### TASK BRIEF:
Pick out the lines in the listing below that contain the word "tools" and copy them.

Start of Block

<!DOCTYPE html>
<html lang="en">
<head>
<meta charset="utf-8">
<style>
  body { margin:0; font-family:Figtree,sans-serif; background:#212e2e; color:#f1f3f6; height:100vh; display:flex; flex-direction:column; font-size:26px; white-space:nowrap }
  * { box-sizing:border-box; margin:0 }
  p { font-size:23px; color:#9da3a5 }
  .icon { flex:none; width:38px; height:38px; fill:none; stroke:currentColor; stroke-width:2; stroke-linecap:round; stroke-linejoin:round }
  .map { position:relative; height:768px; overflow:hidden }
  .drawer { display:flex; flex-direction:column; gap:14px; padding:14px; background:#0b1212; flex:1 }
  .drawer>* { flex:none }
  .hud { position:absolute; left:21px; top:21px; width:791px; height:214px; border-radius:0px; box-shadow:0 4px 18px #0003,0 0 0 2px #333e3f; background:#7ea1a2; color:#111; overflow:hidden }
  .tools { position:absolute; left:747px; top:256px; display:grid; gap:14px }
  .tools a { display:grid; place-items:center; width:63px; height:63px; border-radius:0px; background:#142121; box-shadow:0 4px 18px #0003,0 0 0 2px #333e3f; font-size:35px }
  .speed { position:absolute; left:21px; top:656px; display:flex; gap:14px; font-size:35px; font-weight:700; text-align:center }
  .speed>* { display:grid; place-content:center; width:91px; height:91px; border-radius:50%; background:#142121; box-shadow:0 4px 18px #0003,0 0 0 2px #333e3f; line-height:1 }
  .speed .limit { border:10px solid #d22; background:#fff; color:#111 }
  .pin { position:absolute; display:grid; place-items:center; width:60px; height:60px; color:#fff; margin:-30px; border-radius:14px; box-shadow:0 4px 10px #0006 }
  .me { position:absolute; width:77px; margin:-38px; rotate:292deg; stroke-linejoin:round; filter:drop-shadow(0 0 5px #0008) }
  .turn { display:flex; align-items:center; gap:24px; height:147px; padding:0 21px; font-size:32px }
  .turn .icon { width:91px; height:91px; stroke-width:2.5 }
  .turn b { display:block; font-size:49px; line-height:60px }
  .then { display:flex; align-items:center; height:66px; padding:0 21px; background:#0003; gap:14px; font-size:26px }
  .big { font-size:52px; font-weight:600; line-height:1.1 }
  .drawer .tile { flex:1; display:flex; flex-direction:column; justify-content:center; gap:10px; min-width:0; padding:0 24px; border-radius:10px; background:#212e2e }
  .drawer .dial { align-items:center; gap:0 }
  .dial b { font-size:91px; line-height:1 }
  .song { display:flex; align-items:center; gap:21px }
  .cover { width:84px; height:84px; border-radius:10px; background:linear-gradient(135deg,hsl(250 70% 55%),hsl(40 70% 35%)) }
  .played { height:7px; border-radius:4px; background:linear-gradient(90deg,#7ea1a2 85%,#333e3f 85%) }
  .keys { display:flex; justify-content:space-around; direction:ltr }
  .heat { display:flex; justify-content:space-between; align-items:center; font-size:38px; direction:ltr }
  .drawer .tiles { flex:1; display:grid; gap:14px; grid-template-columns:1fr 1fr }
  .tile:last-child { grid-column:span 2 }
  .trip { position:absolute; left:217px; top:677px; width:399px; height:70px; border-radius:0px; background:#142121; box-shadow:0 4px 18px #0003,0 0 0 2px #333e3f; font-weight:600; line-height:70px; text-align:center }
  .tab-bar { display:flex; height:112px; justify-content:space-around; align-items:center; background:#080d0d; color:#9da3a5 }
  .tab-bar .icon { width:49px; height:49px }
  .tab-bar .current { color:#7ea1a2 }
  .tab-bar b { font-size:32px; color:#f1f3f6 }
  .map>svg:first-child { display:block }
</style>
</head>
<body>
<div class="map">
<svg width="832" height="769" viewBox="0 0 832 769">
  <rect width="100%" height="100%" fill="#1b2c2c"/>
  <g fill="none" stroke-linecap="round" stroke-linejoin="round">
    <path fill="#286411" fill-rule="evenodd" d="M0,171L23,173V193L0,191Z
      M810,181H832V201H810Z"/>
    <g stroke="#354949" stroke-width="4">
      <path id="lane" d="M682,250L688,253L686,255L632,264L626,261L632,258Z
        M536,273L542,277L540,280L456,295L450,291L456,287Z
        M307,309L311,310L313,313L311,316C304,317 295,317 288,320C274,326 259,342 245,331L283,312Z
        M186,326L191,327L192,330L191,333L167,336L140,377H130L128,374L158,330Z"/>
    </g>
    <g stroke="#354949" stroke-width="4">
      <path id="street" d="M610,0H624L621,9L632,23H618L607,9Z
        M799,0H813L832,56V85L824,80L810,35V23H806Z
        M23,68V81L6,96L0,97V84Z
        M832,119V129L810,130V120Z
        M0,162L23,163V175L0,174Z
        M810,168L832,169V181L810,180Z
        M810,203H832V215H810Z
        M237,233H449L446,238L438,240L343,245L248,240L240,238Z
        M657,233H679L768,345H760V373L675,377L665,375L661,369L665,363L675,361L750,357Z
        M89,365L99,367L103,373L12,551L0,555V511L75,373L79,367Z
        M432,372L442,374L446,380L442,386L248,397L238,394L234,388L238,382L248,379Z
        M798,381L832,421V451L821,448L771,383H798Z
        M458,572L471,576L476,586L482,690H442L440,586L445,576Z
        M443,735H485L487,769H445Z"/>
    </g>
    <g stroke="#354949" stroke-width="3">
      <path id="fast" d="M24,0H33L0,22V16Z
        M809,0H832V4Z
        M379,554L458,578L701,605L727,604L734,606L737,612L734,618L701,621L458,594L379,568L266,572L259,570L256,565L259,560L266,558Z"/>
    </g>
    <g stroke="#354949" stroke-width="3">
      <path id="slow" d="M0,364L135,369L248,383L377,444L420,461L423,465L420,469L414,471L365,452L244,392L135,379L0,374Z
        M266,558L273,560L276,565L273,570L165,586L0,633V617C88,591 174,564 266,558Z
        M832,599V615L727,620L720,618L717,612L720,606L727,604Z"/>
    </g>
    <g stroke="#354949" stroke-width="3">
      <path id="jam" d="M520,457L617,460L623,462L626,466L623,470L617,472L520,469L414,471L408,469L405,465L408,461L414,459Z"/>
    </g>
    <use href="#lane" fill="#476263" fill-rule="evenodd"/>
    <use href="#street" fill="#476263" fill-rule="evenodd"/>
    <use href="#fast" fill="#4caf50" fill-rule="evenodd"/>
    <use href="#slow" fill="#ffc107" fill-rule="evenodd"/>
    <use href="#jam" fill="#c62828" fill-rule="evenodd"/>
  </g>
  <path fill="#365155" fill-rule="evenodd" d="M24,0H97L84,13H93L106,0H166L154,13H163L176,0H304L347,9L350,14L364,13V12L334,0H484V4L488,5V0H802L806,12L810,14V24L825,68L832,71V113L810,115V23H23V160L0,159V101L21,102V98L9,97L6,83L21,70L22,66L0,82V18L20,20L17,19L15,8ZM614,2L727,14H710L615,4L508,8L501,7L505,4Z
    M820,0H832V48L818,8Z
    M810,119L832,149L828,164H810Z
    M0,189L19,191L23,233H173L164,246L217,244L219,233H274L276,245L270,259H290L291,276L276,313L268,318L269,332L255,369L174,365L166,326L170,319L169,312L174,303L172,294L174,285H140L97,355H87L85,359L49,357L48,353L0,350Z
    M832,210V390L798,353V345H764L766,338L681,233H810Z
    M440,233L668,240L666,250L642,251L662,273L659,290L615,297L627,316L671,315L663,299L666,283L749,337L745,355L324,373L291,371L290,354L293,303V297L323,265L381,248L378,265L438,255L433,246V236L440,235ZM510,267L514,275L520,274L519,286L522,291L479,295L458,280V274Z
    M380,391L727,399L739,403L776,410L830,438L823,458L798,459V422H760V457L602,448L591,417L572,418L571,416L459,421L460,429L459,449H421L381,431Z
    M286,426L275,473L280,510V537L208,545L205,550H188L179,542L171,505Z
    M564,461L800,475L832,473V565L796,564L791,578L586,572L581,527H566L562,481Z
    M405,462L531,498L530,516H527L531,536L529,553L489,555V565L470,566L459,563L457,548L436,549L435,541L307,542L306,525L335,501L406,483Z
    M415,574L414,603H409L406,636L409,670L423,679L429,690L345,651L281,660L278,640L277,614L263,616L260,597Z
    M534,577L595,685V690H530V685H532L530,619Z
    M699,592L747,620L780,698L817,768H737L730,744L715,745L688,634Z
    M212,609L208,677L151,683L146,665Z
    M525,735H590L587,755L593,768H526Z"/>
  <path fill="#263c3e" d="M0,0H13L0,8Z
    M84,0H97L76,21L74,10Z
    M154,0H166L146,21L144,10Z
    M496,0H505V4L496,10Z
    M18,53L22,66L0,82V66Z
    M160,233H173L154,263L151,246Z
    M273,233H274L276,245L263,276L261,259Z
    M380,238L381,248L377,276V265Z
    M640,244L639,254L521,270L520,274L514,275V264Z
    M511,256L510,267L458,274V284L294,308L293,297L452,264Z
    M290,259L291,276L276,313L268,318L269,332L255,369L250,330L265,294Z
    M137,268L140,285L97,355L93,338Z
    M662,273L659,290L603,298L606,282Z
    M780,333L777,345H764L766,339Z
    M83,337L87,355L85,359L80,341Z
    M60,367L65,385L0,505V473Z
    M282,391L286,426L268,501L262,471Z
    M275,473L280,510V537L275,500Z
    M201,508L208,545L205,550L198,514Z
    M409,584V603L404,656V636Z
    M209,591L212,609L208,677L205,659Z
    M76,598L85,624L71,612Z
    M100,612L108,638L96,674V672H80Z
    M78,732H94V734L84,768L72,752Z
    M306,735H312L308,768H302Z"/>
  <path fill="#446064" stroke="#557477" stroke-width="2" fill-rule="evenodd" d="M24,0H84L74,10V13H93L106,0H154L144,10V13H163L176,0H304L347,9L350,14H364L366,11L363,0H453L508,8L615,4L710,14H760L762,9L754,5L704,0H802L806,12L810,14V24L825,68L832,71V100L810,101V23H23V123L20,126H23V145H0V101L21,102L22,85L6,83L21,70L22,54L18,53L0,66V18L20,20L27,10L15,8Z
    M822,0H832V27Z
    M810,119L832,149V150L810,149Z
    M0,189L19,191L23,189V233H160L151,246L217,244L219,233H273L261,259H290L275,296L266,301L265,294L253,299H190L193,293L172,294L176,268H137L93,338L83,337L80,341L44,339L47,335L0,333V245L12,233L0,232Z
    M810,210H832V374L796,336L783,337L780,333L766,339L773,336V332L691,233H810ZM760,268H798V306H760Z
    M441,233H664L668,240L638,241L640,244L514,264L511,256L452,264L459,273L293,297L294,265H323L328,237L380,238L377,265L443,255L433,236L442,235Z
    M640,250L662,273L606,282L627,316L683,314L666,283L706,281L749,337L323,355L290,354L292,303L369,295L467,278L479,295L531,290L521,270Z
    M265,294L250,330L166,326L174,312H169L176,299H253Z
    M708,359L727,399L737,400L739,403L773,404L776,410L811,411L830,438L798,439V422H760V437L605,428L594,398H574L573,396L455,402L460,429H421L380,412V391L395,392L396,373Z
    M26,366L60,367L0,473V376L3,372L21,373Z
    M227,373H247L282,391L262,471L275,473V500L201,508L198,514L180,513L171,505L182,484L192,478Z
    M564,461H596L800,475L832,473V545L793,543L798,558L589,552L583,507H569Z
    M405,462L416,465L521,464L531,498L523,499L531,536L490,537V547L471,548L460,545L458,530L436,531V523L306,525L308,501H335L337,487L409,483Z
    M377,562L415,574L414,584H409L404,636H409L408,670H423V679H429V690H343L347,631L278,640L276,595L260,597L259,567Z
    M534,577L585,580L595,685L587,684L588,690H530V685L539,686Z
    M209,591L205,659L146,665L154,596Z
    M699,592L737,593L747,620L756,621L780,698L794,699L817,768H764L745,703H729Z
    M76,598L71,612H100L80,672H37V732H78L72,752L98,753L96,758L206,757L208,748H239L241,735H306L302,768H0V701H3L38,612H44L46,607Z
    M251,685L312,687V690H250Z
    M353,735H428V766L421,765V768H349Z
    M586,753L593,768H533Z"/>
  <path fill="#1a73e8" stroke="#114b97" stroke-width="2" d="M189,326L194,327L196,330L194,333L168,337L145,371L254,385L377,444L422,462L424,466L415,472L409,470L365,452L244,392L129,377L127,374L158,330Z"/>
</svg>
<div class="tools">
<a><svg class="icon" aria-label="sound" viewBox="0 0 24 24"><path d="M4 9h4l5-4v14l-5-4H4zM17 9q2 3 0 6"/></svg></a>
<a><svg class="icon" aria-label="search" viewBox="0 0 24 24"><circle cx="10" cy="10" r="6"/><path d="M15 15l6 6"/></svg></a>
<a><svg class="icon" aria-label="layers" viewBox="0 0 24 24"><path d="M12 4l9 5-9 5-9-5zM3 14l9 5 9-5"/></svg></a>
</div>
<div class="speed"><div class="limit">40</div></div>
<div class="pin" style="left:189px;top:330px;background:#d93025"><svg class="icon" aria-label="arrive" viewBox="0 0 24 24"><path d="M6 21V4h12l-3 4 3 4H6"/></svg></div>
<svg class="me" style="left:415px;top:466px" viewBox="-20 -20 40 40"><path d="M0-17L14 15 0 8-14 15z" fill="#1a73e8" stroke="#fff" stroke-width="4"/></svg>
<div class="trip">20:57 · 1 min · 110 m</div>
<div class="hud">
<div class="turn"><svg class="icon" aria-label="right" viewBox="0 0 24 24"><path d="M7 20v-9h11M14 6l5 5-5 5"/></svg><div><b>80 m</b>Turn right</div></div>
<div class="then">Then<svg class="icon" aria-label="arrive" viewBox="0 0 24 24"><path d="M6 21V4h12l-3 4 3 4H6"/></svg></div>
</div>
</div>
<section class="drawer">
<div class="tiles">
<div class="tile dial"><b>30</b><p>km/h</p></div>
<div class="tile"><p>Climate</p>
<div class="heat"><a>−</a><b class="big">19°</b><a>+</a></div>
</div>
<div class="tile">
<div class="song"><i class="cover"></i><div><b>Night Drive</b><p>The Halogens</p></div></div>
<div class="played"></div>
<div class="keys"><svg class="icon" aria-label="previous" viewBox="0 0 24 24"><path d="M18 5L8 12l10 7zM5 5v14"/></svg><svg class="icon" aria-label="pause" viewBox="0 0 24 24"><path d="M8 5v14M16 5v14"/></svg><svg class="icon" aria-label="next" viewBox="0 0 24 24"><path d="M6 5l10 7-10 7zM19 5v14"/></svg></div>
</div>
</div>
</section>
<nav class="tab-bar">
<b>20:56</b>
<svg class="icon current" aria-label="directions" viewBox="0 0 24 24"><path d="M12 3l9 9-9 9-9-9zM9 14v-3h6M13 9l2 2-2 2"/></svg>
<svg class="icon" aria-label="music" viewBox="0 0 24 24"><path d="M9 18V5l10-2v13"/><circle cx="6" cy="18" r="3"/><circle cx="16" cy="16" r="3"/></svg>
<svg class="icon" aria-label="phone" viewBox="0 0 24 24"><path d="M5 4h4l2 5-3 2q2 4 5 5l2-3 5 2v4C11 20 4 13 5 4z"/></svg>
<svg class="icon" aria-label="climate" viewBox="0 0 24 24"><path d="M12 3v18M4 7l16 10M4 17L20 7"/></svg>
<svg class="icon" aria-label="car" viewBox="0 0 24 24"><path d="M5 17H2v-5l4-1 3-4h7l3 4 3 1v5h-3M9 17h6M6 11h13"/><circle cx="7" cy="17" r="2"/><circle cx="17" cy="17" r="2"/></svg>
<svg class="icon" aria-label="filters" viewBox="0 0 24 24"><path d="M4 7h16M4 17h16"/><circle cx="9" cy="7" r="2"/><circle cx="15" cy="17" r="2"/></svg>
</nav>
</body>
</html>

End of Block

### SOLVED PROBLEM:
  .tools { position:absolute; left:747px; top:256px; display:grid; gap:14px }
  .tools a { display:grid; place-items:center; width:63px; height:63px; border-radius:0px; background:#142121; box-shadow:0 4px 18px #0003,0 0 0 2px #333e3f; font-size:35px }
<div class="tools">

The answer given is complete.